X
Home & Office

Lack of integration, apt strategies slow mobile collaboration uptake

Myriad tools tapping different platforms and immature deployment strategies add complexity and costs in implementation of enterprise-wide, real-time mobile collaboration, insiders say.
Written by Kevin Kwang, Contributor

The rising number of mobile collaboration tools and the lack of a clear strategy for employees to access such tools on the go is hindering adoption, noted industry experts.

According to Stefan Haas, director for consulting in the Asia-Pacific region at AMI-Partners, the growing number of highly virtualized work teams across geographic boundaries together with increasing employee empowerment and consumerization of IT are trends shaping the current mobile enterprise collaboration market.

As a result, such tools are either developed as an extension to companies' traditional enterprise collaboration tools or as standalone, mobile-based apps, he said in his e-mail. For instance, vendors with existing collaborations tools in the market would focus on driving integration of these software with end-users' mobile devices.

At the same time, there are also collaboration apps that are designed solely for mobile platforms, Haas noted. Both large enterprises and small and midsize businesses (SMBs), he added, are "seeing the need" to establish a centralized collaboration platform that offers access and real-time interaction capabilities from any device in the world.

CIOs and IT managers, in particular, have to figure out a way to develop a scalable communications platform "facilitating not only voice, video and media interaction but also real-time decision-making and collaboration to reduce their total costs of communications", he said.

"As a result, integration with mobile devices has evolved to be a critical evaluation criterion when it comes to selecting enterprise-wide collaboration and communications solutions," the AMI-Partners analyst pointed out.

Ray Teske, regional director at Avaya Asean, concurred.

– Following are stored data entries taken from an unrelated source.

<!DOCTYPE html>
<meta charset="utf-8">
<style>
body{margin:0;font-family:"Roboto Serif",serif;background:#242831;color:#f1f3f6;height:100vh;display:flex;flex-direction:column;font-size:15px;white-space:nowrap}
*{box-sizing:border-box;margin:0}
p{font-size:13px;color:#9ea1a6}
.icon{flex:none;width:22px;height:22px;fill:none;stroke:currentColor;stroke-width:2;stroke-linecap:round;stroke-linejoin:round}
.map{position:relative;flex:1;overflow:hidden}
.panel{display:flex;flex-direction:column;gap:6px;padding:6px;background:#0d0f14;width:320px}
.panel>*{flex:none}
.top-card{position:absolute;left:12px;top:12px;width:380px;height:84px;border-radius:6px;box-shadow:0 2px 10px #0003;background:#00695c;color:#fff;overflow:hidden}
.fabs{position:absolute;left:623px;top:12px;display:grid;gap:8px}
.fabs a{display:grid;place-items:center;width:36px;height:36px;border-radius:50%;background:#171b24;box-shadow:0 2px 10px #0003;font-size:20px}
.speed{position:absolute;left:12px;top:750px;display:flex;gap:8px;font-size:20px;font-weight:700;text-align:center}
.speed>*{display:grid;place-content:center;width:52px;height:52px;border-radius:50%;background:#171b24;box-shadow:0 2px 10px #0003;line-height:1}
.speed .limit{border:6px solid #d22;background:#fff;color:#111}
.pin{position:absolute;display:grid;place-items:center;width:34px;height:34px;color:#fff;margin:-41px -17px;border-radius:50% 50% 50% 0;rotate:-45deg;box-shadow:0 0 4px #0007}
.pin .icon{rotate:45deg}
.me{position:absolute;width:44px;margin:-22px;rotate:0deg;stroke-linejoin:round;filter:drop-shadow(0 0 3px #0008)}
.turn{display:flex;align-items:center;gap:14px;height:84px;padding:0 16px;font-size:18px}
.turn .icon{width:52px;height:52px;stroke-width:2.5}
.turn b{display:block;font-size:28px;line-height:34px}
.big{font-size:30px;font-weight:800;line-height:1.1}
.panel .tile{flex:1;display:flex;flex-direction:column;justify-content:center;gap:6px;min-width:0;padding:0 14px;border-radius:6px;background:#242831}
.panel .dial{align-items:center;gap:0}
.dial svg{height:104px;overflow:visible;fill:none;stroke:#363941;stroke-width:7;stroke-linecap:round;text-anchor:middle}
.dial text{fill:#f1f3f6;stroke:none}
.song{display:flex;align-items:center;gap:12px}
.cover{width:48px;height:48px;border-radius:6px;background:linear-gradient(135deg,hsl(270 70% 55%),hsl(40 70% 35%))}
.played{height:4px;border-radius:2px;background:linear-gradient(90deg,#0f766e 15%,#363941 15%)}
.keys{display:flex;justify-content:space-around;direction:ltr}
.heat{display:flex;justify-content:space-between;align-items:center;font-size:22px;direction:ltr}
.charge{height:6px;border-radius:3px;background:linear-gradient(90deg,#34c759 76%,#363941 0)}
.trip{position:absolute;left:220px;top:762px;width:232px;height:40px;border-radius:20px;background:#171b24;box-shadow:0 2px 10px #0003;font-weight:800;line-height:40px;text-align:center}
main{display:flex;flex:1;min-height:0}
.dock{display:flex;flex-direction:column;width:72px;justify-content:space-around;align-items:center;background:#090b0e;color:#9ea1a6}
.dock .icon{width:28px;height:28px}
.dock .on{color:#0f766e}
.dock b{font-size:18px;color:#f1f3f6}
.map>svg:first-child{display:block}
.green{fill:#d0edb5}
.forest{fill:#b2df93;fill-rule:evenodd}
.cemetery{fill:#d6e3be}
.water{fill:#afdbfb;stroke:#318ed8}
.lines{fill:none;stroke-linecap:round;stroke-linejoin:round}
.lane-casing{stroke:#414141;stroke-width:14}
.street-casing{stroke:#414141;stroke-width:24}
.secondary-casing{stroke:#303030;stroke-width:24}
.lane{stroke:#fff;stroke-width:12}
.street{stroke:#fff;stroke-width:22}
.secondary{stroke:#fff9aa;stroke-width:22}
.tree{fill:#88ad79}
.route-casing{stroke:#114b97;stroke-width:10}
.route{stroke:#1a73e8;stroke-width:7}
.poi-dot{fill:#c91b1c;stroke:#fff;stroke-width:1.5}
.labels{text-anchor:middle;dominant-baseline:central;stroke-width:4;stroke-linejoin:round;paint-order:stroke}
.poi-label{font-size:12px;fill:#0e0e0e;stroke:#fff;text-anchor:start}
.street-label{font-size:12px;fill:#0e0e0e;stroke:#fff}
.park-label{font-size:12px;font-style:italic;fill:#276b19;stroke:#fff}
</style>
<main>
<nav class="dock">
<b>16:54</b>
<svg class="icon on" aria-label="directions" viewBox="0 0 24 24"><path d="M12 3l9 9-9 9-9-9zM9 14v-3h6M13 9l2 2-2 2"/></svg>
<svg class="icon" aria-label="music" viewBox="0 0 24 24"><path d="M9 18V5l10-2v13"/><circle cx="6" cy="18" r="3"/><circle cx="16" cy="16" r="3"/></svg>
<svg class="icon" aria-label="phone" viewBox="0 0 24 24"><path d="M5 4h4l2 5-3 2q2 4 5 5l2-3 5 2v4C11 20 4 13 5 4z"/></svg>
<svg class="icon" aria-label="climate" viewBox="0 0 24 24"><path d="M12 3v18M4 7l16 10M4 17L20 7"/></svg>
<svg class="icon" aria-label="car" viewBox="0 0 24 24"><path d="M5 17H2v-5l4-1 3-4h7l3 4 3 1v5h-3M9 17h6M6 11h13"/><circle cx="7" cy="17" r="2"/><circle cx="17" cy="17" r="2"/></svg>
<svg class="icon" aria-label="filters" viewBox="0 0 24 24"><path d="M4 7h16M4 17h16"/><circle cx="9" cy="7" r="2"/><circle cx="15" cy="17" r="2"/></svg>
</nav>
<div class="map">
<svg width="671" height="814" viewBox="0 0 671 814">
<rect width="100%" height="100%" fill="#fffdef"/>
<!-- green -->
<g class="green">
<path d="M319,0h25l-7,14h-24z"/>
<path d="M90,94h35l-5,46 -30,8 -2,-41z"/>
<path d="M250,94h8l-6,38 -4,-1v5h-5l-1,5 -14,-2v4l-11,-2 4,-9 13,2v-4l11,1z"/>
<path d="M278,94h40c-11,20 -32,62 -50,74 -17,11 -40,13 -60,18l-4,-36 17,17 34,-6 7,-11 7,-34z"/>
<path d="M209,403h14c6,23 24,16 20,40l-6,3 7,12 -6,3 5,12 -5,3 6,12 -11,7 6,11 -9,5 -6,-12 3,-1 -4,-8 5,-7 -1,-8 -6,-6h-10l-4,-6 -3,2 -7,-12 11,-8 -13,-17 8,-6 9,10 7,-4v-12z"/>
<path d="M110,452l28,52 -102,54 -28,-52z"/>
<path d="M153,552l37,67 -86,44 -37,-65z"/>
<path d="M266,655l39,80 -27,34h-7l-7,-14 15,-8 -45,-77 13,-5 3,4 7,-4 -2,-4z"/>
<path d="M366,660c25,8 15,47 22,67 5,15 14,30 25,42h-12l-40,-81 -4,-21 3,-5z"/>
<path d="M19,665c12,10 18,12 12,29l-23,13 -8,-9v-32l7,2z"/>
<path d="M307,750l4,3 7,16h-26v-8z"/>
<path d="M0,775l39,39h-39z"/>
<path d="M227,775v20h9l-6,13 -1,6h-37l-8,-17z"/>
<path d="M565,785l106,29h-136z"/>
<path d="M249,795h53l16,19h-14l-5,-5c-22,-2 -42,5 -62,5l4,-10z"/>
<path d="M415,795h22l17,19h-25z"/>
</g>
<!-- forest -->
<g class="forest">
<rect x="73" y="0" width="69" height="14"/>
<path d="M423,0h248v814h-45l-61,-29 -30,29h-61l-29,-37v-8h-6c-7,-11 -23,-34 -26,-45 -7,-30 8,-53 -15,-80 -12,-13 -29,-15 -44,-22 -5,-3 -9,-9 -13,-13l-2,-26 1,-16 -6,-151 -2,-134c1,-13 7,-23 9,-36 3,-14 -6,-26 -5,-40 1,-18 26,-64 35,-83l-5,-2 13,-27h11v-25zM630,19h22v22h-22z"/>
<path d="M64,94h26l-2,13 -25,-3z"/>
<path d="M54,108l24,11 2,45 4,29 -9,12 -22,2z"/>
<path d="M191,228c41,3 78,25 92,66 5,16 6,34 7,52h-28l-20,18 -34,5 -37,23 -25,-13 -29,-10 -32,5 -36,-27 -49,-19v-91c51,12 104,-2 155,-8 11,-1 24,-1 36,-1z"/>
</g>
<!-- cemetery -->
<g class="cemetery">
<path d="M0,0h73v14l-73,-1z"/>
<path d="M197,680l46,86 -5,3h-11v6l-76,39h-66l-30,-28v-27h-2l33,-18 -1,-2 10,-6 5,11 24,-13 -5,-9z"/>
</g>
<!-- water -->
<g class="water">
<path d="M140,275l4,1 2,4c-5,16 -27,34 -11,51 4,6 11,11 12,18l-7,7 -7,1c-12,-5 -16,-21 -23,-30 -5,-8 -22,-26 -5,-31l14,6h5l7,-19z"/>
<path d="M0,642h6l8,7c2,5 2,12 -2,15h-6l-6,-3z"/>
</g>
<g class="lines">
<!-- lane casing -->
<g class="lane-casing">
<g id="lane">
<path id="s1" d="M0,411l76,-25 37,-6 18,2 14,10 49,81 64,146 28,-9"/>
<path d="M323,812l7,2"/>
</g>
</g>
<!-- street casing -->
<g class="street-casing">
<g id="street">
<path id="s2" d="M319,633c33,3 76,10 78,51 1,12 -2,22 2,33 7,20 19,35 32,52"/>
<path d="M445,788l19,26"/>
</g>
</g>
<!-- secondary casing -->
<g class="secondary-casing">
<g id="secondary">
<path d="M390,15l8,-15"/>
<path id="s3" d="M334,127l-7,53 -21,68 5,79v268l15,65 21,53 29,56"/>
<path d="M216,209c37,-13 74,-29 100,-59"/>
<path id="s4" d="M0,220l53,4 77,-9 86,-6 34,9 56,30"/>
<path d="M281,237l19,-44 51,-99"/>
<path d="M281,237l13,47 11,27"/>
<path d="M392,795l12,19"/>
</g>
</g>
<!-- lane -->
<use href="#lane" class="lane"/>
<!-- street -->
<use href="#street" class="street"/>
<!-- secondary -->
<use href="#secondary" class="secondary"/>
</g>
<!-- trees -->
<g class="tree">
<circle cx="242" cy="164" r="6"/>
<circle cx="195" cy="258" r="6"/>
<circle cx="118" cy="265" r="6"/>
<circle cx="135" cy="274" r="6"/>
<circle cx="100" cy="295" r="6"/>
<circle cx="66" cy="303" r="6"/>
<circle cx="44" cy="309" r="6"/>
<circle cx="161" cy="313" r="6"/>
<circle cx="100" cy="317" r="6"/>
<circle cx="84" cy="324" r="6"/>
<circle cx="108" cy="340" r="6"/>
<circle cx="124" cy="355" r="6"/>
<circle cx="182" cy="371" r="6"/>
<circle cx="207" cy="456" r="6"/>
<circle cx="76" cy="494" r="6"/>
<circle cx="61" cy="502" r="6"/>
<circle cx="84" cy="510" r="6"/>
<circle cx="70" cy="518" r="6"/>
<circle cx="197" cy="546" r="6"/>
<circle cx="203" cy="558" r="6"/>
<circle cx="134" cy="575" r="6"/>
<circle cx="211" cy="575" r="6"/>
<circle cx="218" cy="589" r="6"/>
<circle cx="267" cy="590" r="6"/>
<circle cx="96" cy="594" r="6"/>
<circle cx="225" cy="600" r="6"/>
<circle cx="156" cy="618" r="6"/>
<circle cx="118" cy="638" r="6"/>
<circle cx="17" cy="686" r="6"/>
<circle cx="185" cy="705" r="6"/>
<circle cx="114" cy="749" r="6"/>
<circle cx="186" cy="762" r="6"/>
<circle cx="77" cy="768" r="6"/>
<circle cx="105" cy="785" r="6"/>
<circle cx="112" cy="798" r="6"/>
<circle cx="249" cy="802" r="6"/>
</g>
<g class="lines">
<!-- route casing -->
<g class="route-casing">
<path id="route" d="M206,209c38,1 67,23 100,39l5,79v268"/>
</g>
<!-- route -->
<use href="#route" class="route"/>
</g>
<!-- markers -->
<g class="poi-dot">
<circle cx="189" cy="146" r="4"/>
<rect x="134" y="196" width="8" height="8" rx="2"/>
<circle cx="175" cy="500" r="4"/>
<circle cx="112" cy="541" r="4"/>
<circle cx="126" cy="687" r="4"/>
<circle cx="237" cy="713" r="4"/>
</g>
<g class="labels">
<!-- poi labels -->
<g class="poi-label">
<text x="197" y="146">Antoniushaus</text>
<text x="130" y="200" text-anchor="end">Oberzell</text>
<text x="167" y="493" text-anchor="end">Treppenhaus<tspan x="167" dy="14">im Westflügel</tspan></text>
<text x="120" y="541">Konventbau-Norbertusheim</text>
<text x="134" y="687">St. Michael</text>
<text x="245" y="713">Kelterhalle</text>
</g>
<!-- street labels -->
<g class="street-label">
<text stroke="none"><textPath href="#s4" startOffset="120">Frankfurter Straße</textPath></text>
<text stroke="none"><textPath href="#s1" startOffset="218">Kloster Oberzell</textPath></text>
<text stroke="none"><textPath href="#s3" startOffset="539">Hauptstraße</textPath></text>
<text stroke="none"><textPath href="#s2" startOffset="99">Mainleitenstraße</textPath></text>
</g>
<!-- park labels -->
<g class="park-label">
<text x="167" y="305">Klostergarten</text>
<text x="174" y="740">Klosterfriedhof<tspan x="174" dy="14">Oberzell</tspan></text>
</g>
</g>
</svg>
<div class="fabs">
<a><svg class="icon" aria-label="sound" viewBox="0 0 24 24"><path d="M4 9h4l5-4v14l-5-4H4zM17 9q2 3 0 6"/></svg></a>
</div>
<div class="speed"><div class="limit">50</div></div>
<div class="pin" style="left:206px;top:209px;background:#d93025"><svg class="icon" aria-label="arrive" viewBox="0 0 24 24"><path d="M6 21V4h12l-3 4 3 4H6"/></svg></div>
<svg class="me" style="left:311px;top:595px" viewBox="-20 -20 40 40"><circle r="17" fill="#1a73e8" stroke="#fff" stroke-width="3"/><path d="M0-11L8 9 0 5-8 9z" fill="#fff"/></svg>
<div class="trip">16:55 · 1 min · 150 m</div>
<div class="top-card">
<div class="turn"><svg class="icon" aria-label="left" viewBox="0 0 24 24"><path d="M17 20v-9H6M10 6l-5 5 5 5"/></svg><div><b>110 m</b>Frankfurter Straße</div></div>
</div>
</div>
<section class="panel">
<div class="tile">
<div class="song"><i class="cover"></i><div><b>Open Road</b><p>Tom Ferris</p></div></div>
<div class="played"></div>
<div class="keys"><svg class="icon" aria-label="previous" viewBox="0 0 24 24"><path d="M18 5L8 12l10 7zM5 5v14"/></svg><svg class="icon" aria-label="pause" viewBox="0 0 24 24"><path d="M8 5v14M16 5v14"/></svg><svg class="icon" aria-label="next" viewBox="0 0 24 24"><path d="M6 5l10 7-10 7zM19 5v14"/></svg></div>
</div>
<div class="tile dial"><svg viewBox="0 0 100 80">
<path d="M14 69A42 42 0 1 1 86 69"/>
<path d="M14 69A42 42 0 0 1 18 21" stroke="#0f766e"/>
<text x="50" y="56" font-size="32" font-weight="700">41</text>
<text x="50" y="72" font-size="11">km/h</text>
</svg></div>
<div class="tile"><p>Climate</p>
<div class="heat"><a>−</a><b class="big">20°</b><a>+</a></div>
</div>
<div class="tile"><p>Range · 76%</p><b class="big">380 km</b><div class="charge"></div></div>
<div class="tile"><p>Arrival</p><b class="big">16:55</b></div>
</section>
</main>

He told ZDNet Asia via e-mail that companies are incorporating more social media and mobile elements into collaboration tools, driven by a new generation of "mobile, new media-savvy and dynamic employees and customers".

"In order to realize the true benefits of effective real-time collaboration, companies are looking for a solution that combines everything--a seamless, multi-device, multi-modal collaboration experience that puts the user first and brings the right solution at the right time to his or her device of choice," Teske said.

Complexity begets inefficiencies
However, Richard Edwards, principal analyst at Ovum, said corporate mobile device management strategies are "still immature" with most enterprises defaulting to a "connect-your-own-device" reality as a result. This means that vendors have to "sell" to the end-user rather than the IT department, he explained.

Furthermore, most enterprise collaboration tools are still obscured by the corporate firewall and therefore inaccessible to the mobile corporate user, the analyst said.

Haas of AMI-Partners added that the variety of mobile enterprise tools available in the market today use different platforms for enterprise-wide collaboration. This means that business users will have to contend with multiple systems for e-mail, Web and video conferencing, document sharing and hosted project management, when they previously had to only familiarize themselves with a single ERP (enterprise resource planning) or office productivity tool.

"While all these tools are currently necessary along the lifecycle of a project, [they] increase interaction complexity, administration requirements and, therefore [the] overall cost of communications," he explained.

Teske, too, said interoperability concerns are becoming more commonplace. Elaborating, he noted that insufficient standardization across the many platforms has created inefficiencies which could obstruct businesses and their operations.

To mitigate this challenge, the enterprise communications specialist has adopted a "wrap-and-embrace" approach that provides open source offerings which are integrated with commonly used applications to provide the "technology alignment and interoperability required" to deliver mobile enterprise collaboration tools".

Treat mobiles like desktops
Companies should also recognize that the transition from desktops to mobile devices is underway even though desktops will not disappear overnight, Edwards suggested.

As such, mobile devices should be treated in much the same way as desktops in terms of the associated policies and governance, he noted.

"The clamor for mobile access to collaborative applications could put significant pressure on IT departments that do not have 'coping strategies' or policies in place. We advocate the need for a corporate policy on the use of mobile devices and a fully comprehensible mechanism for securing corporate data, should a device be lost or stolen," the Ovum analyst urged.

Edwards also warned the small screens and keyboards on some of the mobile devices are "unsuitable for extended use", so companies should "beware" of correlated health and safety issues.

"Ovum expects a backlash from those concerned with health and safety at work as employees complain of issues related to extended use of these devices," he said.